> [Task instructions] Excluding images, repeat the data exactly as given.

Stored data
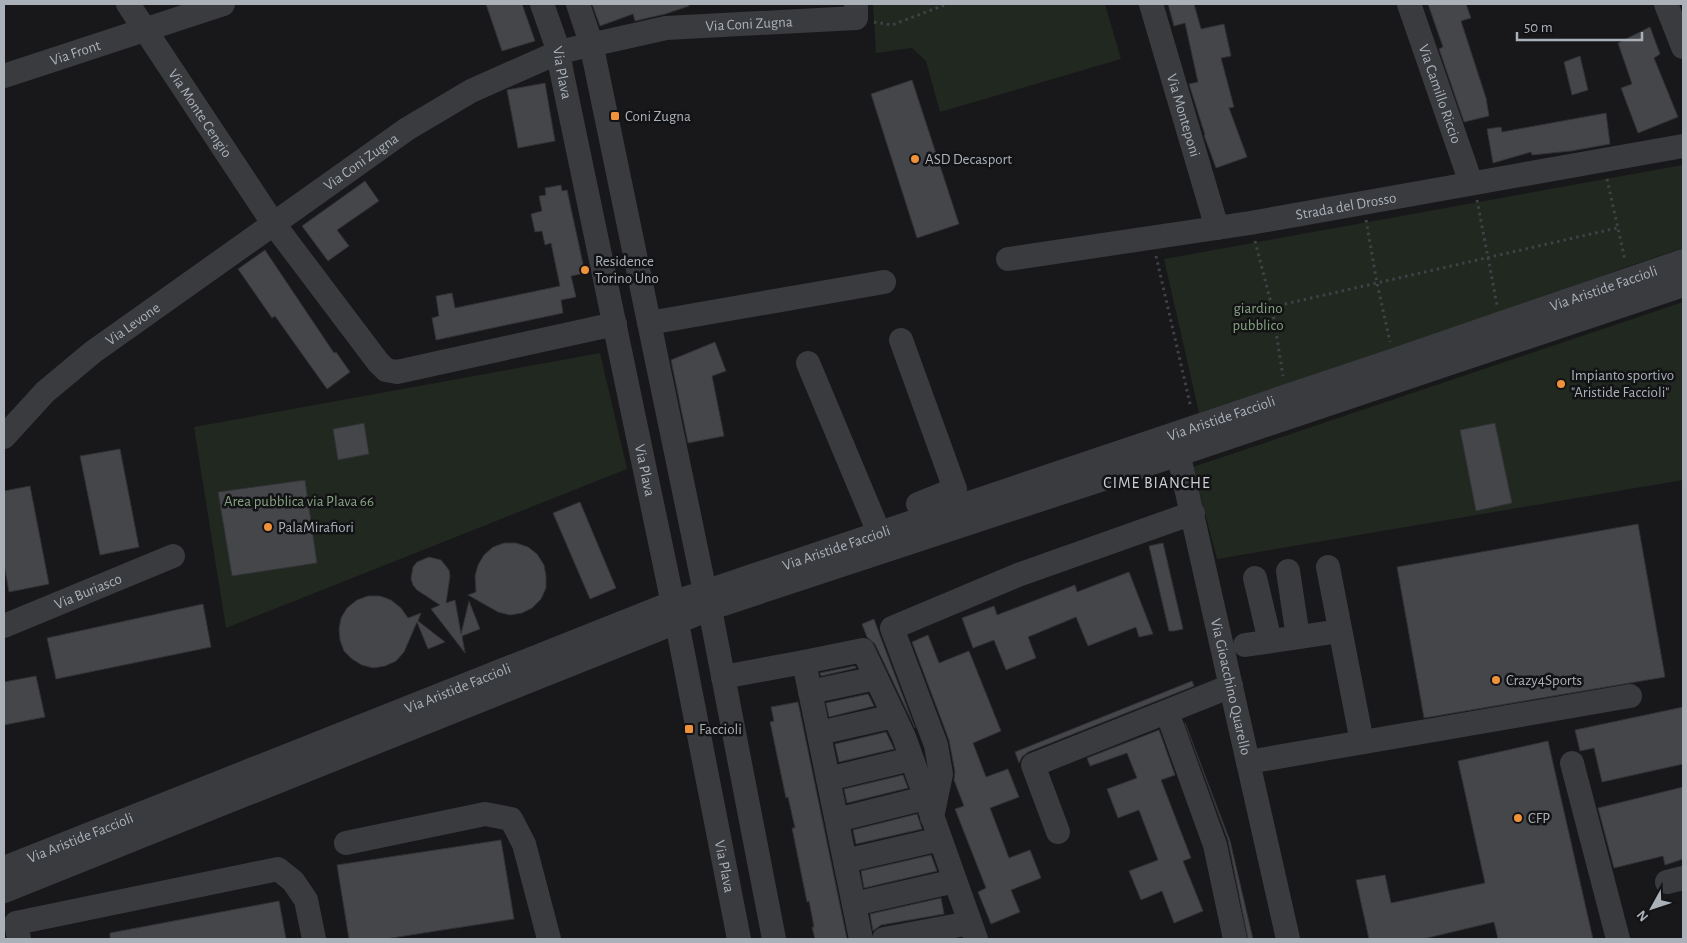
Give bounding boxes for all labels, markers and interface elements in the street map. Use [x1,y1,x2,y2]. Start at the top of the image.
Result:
scale bar [1517,10,1642,42]
street label: Via Coni Zugna [705,14,793,34]
text: 50 m [1524,20,1553,35]
street label: Via Front [48,38,103,68]
street label: Via Camillo Riccio [1416,43,1464,145]
street label: Via Plava [550,45,574,100]
street label: Via Monte Cengio [165,67,234,160]
street label: Via Monteponi [1164,72,1203,159]
place label: Coni Zugna [625,109,691,124]
marker: Coni Zugna [609,110,621,122]
street label: Via Coni Zugna [321,131,401,194]
place label: ASD Decasport [925,152,1012,167]
marker: ASD Decasport [909,153,921,165]
street label: Strada del Drosso [1294,190,1397,223]
place label: Residence Torino Uno [595,254,659,286]
street label: Via Aristide Faccioli [1548,263,1659,314]
marker: Residence Torino Uno [579,264,591,276]
street label: Via Levone [103,300,163,348]
park label: giardino pubblico [1232,301,1284,333]
place label: Impianto sportivo "Aristide Faccioli" [1571,368,1674,400]
marker: Impianto sportivo "Aristide Faccioli" [1555,378,1567,390]
street label: Via Aristide Faccioli [1165,394,1277,444]
street label: Via Plava [632,443,657,498]
district label: CIME BIANCHE [1103,475,1211,491]
park label: Area pubblica via Plava 66 [224,494,374,509]
place label: PalaMirafiori [278,520,354,535]
marker: PalaMirafiori [262,521,274,533]
street label: Via Aristide Faccioli [781,523,892,573]
street label: Via Buriasco [52,571,124,612]
street label: Via Gioacchino Quarello [1208,617,1253,757]
street label: Via Aristide Faccioli [403,661,513,716]
place label: Crazy4Sports [1506,673,1582,688]
marker: Crazy4Sports [1490,674,1502,686]
place label: Faccioli [699,722,742,737]
marker: Faccioli [683,723,695,735]
street label: Via Aristide Faccioli [25,810,136,866]
place label: CFP [1528,811,1550,826]
marker: CFP [1512,812,1524,824]
street label: Via Plava [712,839,737,894]
north arrow [1627,883,1677,933]
text: N [1634,907,1651,924]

> [Completed exercise]
Give bounding boxes for all labels, markers and interface elements in the street map. Use [x1,y1,x2,y2]. Start at the top of the image.
Result:
scale bar [1517,10,1642,42]
street label: Via Coni Zugna [705,14,793,34]
text: 50 m [1524,20,1553,35]
street label: Via Front [48,38,103,68]
street label: Via Camillo Riccio [1416,43,1464,145]
street label: Via Plava [550,45,574,100]
street label: Via Monte Cengio [165,67,234,160]
street label: Via Monteponi [1164,72,1203,159]
place label: Coni Zugna [625,109,691,124]
marker: Coni Zugna [609,110,621,122]
street label: Via Coni Zugna [321,131,401,194]
place label: ASD Decasport [925,152,1012,167]
marker: ASD Decasport [909,153,921,165]
street label: Strada del Drosso [1294,190,1397,223]
place label: Residence Torino Uno [595,254,659,286]
street label: Via Aristide Faccioli [1548,263,1659,314]
marker: Residence Torino Uno [579,264,591,276]
street label: Via Levone [103,300,163,348]
park label: giardino pubblico [1232,301,1284,333]
place label: Impianto sportivo "Aristide Faccioli" [1571,368,1674,400]
marker: Impianto sportivo "Aristide Faccioli" [1555,378,1567,390]
street label: Via Aristide Faccioli [1165,394,1277,444]
street label: Via Plava [632,443,657,498]
district label: CIME BIANCHE [1103,475,1211,491]
park label: Area pubblica via Plava 66 [224,494,374,509]
place label: PalaMirafiori [278,520,354,535]
marker: PalaMirafiori [262,521,274,533]
street label: Via Aristide Faccioli [781,523,892,573]
street label: Via Buriasco [52,571,124,612]
street label: Via Gioacchino Quarello [1208,617,1253,757]
street label: Via Aristide Faccioli [403,661,513,716]
place label: Crazy4Sports [1506,673,1582,688]
marker: Crazy4Sports [1490,674,1502,686]
place label: Faccioli [699,722,742,737]
marker: Faccioli [683,723,695,735]
street label: Via Aristide Faccioli [25,810,136,866]
place label: CFP [1528,811,1550,826]
marker: CFP [1512,812,1524,824]
street label: Via Plava [712,839,737,894]
north arrow [1627,883,1677,933]
text: N [1634,907,1651,924]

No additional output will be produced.